[Items from a data source]
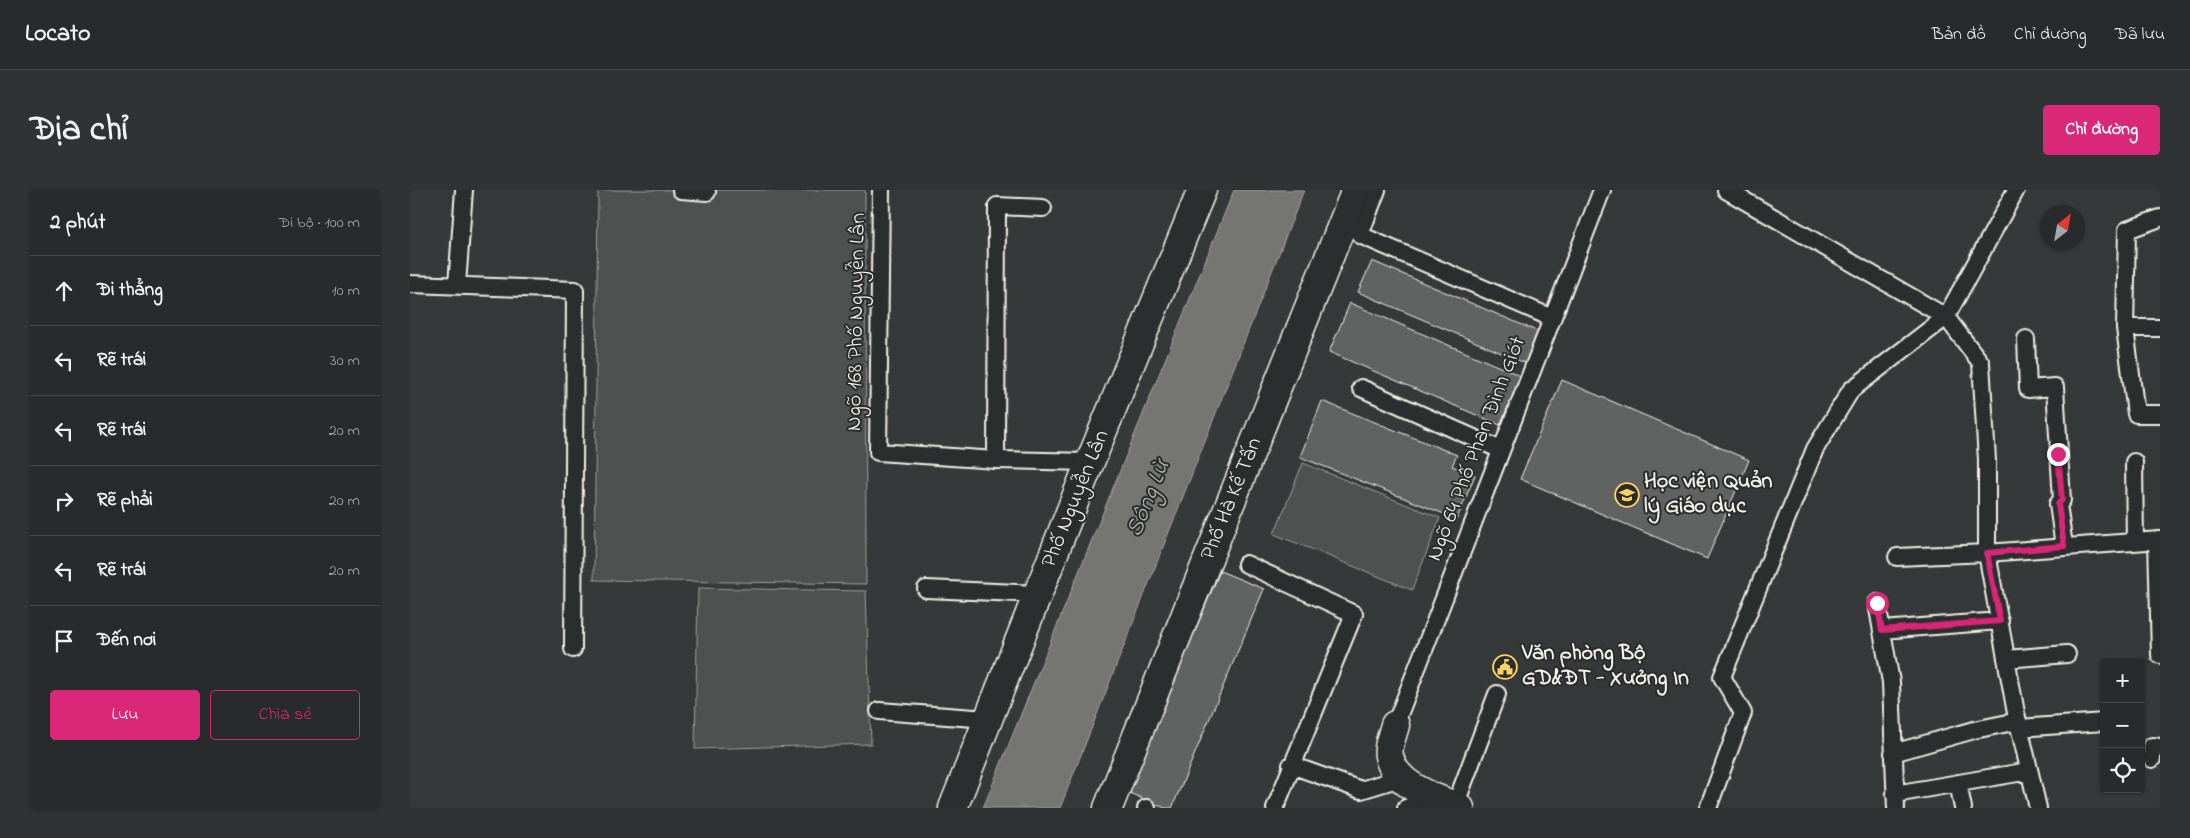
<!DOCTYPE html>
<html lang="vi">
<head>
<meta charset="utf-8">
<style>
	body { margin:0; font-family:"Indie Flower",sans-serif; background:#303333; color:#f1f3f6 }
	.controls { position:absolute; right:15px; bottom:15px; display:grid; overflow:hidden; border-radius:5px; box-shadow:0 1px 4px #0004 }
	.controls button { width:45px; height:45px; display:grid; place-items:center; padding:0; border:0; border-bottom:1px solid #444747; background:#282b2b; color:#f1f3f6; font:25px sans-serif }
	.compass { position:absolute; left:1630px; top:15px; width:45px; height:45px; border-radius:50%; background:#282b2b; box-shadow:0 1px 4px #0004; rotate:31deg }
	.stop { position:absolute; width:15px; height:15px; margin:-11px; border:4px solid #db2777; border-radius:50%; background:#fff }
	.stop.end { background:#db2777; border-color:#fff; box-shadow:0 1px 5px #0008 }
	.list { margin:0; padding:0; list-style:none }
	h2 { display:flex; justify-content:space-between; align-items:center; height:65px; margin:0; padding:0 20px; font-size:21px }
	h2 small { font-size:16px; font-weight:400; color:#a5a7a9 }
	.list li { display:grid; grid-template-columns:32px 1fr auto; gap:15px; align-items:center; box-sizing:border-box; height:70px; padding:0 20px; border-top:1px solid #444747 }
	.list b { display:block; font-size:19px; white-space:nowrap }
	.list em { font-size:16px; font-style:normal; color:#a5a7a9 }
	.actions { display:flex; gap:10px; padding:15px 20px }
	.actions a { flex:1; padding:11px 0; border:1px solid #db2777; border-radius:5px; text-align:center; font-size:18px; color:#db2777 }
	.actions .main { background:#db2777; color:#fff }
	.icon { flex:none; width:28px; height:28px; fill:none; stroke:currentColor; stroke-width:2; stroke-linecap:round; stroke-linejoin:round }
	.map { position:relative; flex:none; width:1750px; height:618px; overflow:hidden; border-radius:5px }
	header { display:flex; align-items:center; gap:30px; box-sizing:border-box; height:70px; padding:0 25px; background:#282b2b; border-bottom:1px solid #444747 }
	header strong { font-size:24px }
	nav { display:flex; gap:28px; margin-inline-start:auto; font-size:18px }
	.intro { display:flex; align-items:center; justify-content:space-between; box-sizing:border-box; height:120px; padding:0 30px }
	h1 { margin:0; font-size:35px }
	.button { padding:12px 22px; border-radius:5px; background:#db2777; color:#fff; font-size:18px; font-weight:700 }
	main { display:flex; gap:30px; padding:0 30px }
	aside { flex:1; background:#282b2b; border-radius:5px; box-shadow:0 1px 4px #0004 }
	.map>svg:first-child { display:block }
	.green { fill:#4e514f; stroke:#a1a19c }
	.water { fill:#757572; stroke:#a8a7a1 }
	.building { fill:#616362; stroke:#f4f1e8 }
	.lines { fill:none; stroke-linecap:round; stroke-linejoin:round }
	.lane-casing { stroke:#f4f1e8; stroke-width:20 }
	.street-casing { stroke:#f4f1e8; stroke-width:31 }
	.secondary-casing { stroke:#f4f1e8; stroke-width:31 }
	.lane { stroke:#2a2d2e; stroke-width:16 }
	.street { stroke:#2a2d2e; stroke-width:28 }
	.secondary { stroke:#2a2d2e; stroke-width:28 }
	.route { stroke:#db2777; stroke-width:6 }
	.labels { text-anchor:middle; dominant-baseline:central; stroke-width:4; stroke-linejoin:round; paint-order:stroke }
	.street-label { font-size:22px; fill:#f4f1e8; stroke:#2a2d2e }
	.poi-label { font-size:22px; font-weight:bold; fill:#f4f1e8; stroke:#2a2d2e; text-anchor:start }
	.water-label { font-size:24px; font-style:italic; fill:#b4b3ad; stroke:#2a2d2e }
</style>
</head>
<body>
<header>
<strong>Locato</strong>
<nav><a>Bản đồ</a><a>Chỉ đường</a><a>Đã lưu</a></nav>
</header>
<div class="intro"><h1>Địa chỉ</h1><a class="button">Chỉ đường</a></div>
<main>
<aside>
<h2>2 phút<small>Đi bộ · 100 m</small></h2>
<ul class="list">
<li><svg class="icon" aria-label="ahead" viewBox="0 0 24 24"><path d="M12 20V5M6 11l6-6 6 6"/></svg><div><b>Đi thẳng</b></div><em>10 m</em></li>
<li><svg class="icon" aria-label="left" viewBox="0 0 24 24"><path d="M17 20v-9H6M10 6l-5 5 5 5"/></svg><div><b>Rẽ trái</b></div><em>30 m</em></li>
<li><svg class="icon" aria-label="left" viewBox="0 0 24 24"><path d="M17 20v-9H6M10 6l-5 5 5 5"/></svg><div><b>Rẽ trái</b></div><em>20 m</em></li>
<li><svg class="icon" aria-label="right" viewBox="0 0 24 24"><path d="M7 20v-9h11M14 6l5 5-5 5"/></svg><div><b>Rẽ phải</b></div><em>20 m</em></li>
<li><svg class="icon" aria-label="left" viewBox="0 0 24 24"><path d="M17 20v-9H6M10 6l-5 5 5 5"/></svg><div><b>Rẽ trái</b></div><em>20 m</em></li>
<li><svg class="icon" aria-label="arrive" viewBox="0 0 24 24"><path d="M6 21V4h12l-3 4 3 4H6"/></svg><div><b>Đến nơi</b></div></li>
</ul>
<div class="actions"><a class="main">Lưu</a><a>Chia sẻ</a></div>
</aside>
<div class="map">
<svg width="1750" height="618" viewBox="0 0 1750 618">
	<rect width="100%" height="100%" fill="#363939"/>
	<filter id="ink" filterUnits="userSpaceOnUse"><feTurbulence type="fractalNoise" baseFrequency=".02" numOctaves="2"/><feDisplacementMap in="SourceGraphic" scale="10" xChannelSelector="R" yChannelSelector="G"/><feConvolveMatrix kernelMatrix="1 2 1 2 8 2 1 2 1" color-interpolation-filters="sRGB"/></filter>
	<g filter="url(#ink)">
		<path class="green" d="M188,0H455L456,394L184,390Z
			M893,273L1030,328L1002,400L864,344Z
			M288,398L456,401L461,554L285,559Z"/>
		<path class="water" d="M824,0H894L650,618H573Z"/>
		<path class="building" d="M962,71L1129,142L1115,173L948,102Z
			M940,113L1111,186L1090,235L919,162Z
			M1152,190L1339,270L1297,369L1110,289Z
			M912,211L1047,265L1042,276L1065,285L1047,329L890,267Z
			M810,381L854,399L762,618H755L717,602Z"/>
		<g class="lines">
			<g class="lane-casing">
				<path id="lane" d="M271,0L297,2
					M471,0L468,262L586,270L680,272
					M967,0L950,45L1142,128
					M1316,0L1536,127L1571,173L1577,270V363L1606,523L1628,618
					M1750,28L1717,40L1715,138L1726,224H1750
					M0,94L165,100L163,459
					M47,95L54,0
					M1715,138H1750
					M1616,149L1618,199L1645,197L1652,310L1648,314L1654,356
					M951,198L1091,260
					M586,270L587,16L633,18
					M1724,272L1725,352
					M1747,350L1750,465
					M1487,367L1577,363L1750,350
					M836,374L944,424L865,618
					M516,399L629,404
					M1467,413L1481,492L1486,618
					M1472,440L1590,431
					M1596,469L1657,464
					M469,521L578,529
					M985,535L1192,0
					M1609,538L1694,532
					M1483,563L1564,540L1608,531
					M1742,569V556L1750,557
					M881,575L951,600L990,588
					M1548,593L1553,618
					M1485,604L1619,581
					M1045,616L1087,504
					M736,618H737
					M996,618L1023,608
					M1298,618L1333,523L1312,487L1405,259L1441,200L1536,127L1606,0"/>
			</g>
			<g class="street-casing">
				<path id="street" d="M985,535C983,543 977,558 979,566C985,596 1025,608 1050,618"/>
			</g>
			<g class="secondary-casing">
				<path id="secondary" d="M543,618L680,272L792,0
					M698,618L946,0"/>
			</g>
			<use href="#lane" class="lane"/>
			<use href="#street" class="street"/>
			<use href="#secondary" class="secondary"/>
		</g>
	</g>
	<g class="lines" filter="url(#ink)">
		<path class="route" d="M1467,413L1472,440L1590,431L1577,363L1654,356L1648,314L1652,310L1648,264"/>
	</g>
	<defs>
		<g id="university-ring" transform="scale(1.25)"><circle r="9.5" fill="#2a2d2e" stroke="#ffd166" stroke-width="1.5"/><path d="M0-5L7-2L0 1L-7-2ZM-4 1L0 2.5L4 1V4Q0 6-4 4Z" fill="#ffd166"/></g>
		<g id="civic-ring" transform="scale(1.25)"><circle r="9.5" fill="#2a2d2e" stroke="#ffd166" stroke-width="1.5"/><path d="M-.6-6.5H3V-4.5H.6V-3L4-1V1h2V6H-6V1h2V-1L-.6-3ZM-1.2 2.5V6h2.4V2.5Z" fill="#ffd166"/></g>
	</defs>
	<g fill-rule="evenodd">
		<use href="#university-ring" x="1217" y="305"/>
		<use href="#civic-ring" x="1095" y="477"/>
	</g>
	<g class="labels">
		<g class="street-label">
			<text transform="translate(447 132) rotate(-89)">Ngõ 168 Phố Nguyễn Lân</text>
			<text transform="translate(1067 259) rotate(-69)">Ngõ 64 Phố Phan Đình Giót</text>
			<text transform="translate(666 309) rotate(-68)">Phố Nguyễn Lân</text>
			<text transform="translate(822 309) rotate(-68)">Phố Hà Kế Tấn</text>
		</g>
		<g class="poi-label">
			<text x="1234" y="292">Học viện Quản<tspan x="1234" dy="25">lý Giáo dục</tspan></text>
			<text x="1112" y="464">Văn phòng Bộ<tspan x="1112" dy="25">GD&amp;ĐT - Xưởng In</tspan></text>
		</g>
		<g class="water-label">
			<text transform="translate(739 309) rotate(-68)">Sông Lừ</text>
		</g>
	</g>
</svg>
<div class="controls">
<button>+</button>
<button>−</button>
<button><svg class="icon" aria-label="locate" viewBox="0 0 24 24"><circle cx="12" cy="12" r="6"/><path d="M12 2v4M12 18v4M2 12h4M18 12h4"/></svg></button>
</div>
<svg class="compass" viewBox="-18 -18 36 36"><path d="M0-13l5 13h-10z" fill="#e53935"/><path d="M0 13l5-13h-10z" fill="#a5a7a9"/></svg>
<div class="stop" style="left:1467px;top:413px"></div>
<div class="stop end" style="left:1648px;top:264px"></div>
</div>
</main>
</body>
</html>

To do
Only an exact copy of the lines from the top of the entries through the line with "position:absolute; right:15px; bottom:15px;", both included, should be given, with all pictures omitted.

Answer section
<!DOCTYPE html>
<html lang="vi">
<head>
<meta charset="utf-8">
<style>
	body { margin:0; font-family:"Indie Flower",sans-serif; background:#303333; color:#f1f3f6 }
	.controls { position:absolute; right:15px; bottom:15px; display:grid; overflow:hidden; border-radius:5px; box-shadow:0 1px 4px #0004 }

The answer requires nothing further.